Pour que nos cellules prolifèrent, se différencient ou migrent, le noyau a besoin de l’aide de son cytosquelette, l’échafaudage entourant le noyau qui donne aux cellules une forme et une structure solide. La perturbation de ce couplage fort, telle que la dislocation du noyau de son cytosquelette, est généralement un symptôme de maladie dans le corps.
Cependant, cette relation entre le placement du noyau et l’organisation du cytosquelette n’a jamais été démontrée auparavant en raison de la difficulté à pouvoir définir mathématiquement la conception complexe du cytosquelette.
En utilisant des méthodes scientifiques conventionnelles, un scientifique devrait d’abord déterminer les paramètres nécessaires pour définir et mesurer le système étudié. Cette interprétation humaine de la réalité permet de mesurer des systèmes simples à l’aide de paramètres bien connus tels que la taille, la vitesse et la distance. Cependant, pour de nombreux systèmes complexes, comme le maillage de fibres formant le cytosquelette, définir les paramètres importants devient une tâche impossible.
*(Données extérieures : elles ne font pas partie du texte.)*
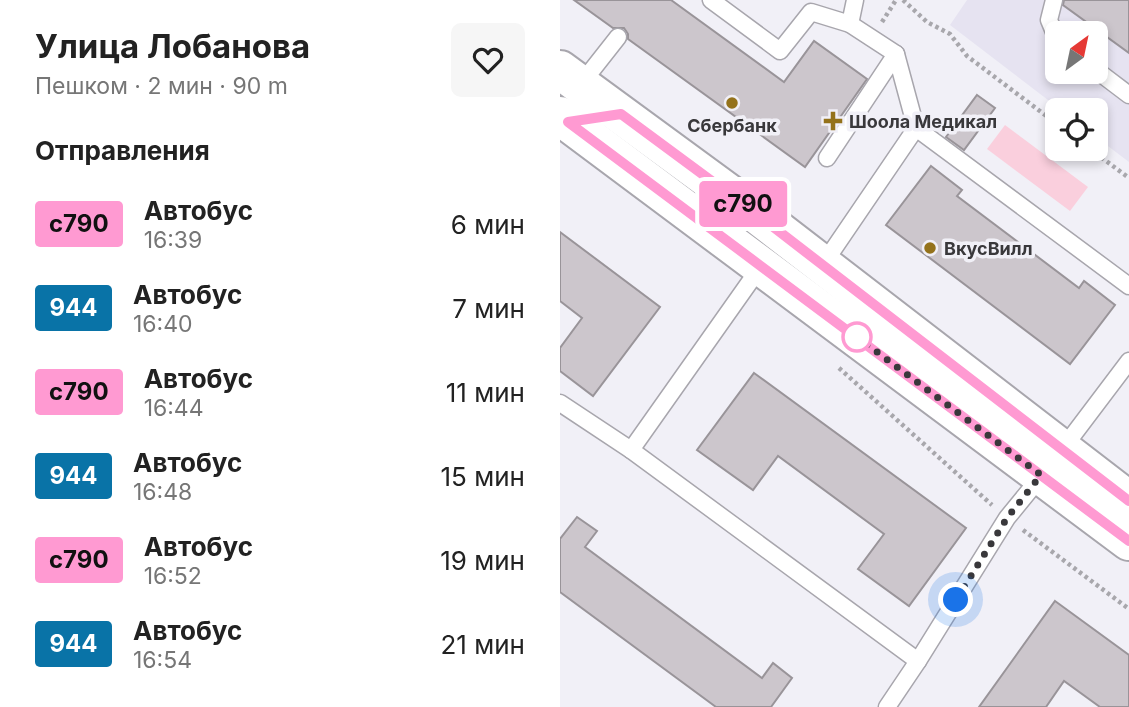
<!DOCTYPE html>
<html lang="ru">
<head>
<meta charset="utf-8">
<style>
  body { margin:0; font-family:Inter,sans-serif; background:#f6f6f6; color:#222; height:100vh; display:flex; flex-direction:column; font-size:26px; white-space:nowrap }
  * { box-sizing:border-box; margin:0 }
  p { font-size:23px; color:#767676 }
  .icon { flex:none; width:38px; height:38px; fill:none; stroke:currentColor; stroke-width:2; stroke-linecap:round; stroke-linejoin:round }
  .map { position:relative; flex:1; overflow:hidden }
  .drawer { display:flex; flex-direction:column; background:#fff; width:560px }
  .drawer>* { flex:none }
  .badge { padding:0 14px; border-radius:5px; font-size:24px; line-height:46px }
  .needle { width:46px; rotate:33deg }
  .fabs { position:absolute; left:485px; top:21px; display:grid; gap:14px }
  .fabs a { display:grid; place-items:center; width:63px; height:63px; border-radius:10px; background:#fff; box-shadow:0 4px 10px #0003; font-size:35px }
  .you { position:absolute; width:35px; height:35px; margin:-18px; border:5px solid #fff; border-radius:50%; background:#1a73e8; box-shadow:0 0 0 10px #1a73e833 }
  .map>.badge { position:absolute; translate:-50% -50%; box-shadow:0 0 0 4px #fff }
  h2 { padding:0 35px; font-size:26px; line-height:63px }
  .round { display:grid; place-items:center; flex:none; width:74px; height:74px; border-radius:10px; background:#f6f6f6 }
  .head { display:flex; align-items:center; justify-content:space-between; height:119px; padding:0 35px }
  h1 { font-size:33px; font-weight:700; line-height:52px }
  ul { padding:0; list-style:none }
  li { display:flex; align-items:center; gap:21px; height:84px; padding:0 35px }
  li div { flex:1 }
  li b { display:block; font-size:26px }
  li em { font-style:normal }
  li .badge { min-width:77px; font-weight:700; text-align:center }
  main { display:flex; flex:1; min-height:0 }
  .map>svg:first-child { display:block }
  .built { fill:#e6e3f1; fill-rule:evenodd }
  .green { fill:#facfdd }
  .building { fill:#ccc6cc; stroke:#999499; stroke-width:2 }
  .lines { fill:none; stroke-linecap:round; stroke-linejoin:round }
  .service-casing { stroke:#a8a6ad; stroke-width:19 }
  .secondary-casing { stroke:#a8a6ad; stroke-width:42 }
  .path { stroke:#a8a7ac; stroke-width:4.5; stroke-dasharray:3.5 3.5; stroke-linecap:butt }
  .service { stroke:#fff; stroke-width:16 }
  .secondary { stroke:#fff; stroke-width:38 }
  .line-casing { stroke:#fff; stroke-width:16 }
  .line { stroke:#ff9ad2; stroke-width:10 }
  .walk { stroke:#39383b; stroke-width:7; stroke-dasharray:0 12.6 }
  .poi-dot { fill:#94721b; stroke:#f1f0f7; stroke-width:2.5 }
  .stop-dot { fill:#fff; stroke:#ff9ad2; stroke-width:3.5 }
  .labels { text-anchor:middle; dominant-baseline:central; stroke-width:7; stroke-linejoin:round; paint-order:stroke }
  .poi-label { font-size:18px; font-weight:bold; fill:#39383b; stroke:#f1f0f7; text-anchor:start }
</style>
</head>
<body>
<main>
<section class="drawer">
<div class="head"><div><h1>Улица Лобанова</h1><p>Пешком · 2 мин · 90 m</p></div><a class="round"><svg class="icon" aria-label="heart" viewBox="0 0 24 24"><path d="M12 20l-8-8c-3-5 5-10 8-4 3-6 11-1 8 4z"/></svg></a></div>
<h2>Отправления</h2>
<ul>
<li><span class="badge" style="background:#ff9ad2;color:#111">с790</span><div><b>Автобус</b><p>16:39</p></div><em>6 мин</em></li>
<li><span class="badge" style="background:#0973a7;color:#fff">944</span><div><b>Автобус</b><p>16:40</p></div><em>7 мин</em></li>
<li><span class="badge" style="background:#ff9ad2;color:#111">с790</span><div><b>Автобус</b><p>16:44</p></div><em>11 мин</em></li>
<li><span class="badge" style="background:#0973a7;color:#fff">944</span><div><b>Автобус</b><p>16:48</p></div><em>15 мин</em></li>
<li><span class="badge" style="background:#ff9ad2;color:#111">с790</span><div><b>Автобус</b><p>16:52</p></div><em>19 мин</em></li>
<li><span class="badge" style="background:#0973a7;color:#fff">944</span><div><b>Автобус</b><p>16:54</p></div><em>21 мин</em></li>
</ul>
</section>
<div class="map">
<svg width="569" height="707" viewBox="0 0 569 707">
  <rect width="100%" height="100%" fill="#f1f0f7"/>
  <!-- built -->
  <path class="built" d="M407,0H569V162L536,137V110H501L390,25ZM497,33H536V72H497Z"/>
  <!-- green -->
  <polygon class="green" points="445,125 528,187 510,211 427,149"/>
  <!-- building -->
  <g class="building">
    <polygon points="14,0 111,0 224,82 254,41 307,79 245,167 68,39 68,34 64,28 53,28"/>
    <polygon points="504,0 569,0 569,53 503,5"/>
    <polygon points="417,95 435,108 404,150 386,137"/>
    <polygon points="371,166 402,190 397,196 519,288 524,281 555,305 510,364 326,225"/>
    <polygon points="0,232 100,307 33,396 0,371 0,348 22,318 0,301"/>
    <polygon points="194,373 406,528 349,606 298,569 324,534 218,456 193,490 137,450"/>
    <polygon points="17,517 37,531 25,547 202,678 213,663 232,678 211,707 156,707 0,592 0,539"/>
    <polygon points="495,601 569,655 569,707 540,707 504,681 486,707 419,707"/>
  </g>
  <g class="lines">
    <defs>
      <g id="service">
        <polyline points="151,0 220,51 251,12 290,24 336,54 356,128"/>
        <polyline points="494,0 489,20 497,39"/>
        <polyline points="290,24 295,0"/>
        <polyline points="536,70 569,95"/>
        <polyline points="21,84 58,37"/>
        <polyline points="267,158 336,54"/>
        <polyline points="262,266 356,128 569,286"/>
        <polyline points="0,403 71,450 201,266"/>
        <polyline points="71,450 358,661"/>
        <polyline points="501,451 569,361"/>
        <polyline points="327,707 358,661 447,518 483,474"/>
      </g>
      <g id="secondary">
        <polyline points="0,70 199,216 569,501"/>
        <polyline points="0,116 569,541"/>
      </g>
    </defs>
    <!-- service casing -->
    <use href="#service" class="service-casing"/>
    <!-- secondary casing -->
    <use href="#secondary" class="secondary-casing"/>
    <!-- path -->
    <g class="path">
      <polyline points="343,0 367,22 390,34 407,56 497,124"/>
      <polyline points="322,22 336,0"/>
      <polyline points="530,149 569,178"/>
      <polyline points="279,368 432,505"/>
      <polyline points="463,530 569,609"/>
    </g>
    <!-- service -->
    <use href="#service" class="service"/>
    <!-- secondary -->
    <use href="#secondary" class="secondary"/>
  </g>
  <g class="lines">
    <defs>
      <polyline id="line" points="569,501 199,216 61,114 8,122 569,541"/>
    </defs>
    <!-- line casing -->
    <use href="#line" class="line-casing"/>
    <!-- line -->
    <use href="#line" class="line"/>
    <!-- walk -->
    <polyline class="walk" points="297,337 481,475 447,518 396,600"/>
  </g>
  <!-- markers -->
  <g class="poi-dot">
    <circle cx="172" cy="103" r="7"/>
    <path d="M269.5 110.5h7v7h7v7h-7v7h-7v-7h-7v-7h7z"/>
    <circle cx="370" cy="248" r="7"/>
  </g>
  <circle class="stop-dot" cx="297" cy="337" r="14"/>
  <g class="labels">
    <!-- poi labels -->
    <g class="poi-label">
      <text x="289" y="121">Шоола Медикал</text>
      <text x="172" y="125" text-anchor="middle">Сбербанк</text>
      <text x="384" y="248">ВкусВилл</text>
    </g>
  </g>
</svg>
<div class="fabs">
<a><svg class="needle" viewBox="-14 -14 28 28"><path d="M0-13l5 13h-10z" fill="#e53935"/><path d="M0 13l5-13h-10z" fill="#767676"/></svg></a>
<a><svg class="icon" aria-label="locate" viewBox="0 0 24 24"><circle cx="12" cy="12" r="6"/><path d="M12 2v4M12 18v4M2 12h4M18 12h4"/></svg></a>
</div>
<div class="you" style="left:396px;top:600px"></div>
<b class="badge" style="left:183px;top:204px;background:#ff9ad2;color:#111">с790</b>
</div>
</main>
</body>
</html>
Interpréter des systèmes aussi complexes est difficile car nous devons les intégrer dans notre interprétation de la réalité et de ses mesurables prédéfinis. Avec les milliers de fibres ressemblant à des spaghettis entremêlées, il serait humainement impossible de dire où l’une commence et l’autre se termine, et encore moins de déterminer les paramètres de l’étude. »
Assoc Prof Fernandez, chercheur principal, SUTD
Les chercheurs ont alors décidé de démêler le problème d’un point de vue complètement nouveau, en déplaçant leur attention du système vers l’observateur.
Assoc Prof Javier G. Fernandez et Ph.D. La candidate Jyothsna Vasudevan de l’Université de technologie et de design de Singapour (SUTD) a collaboré avec l’Université nationale de Singapour et l’Université technologique de Nanyang et a démontré avec succès la corrélation entre l’organisation du cytosquelette et la position nucléaire en se tournant vers l’intelligence artificielle. Leur étude, « Des données qualitatives à la corrélation à l’aide de réseaux génératifs profonds : démonstration de la relation entre la position nucléaire et l’arrangement des filaments d’actine » a été publiée dans PLO.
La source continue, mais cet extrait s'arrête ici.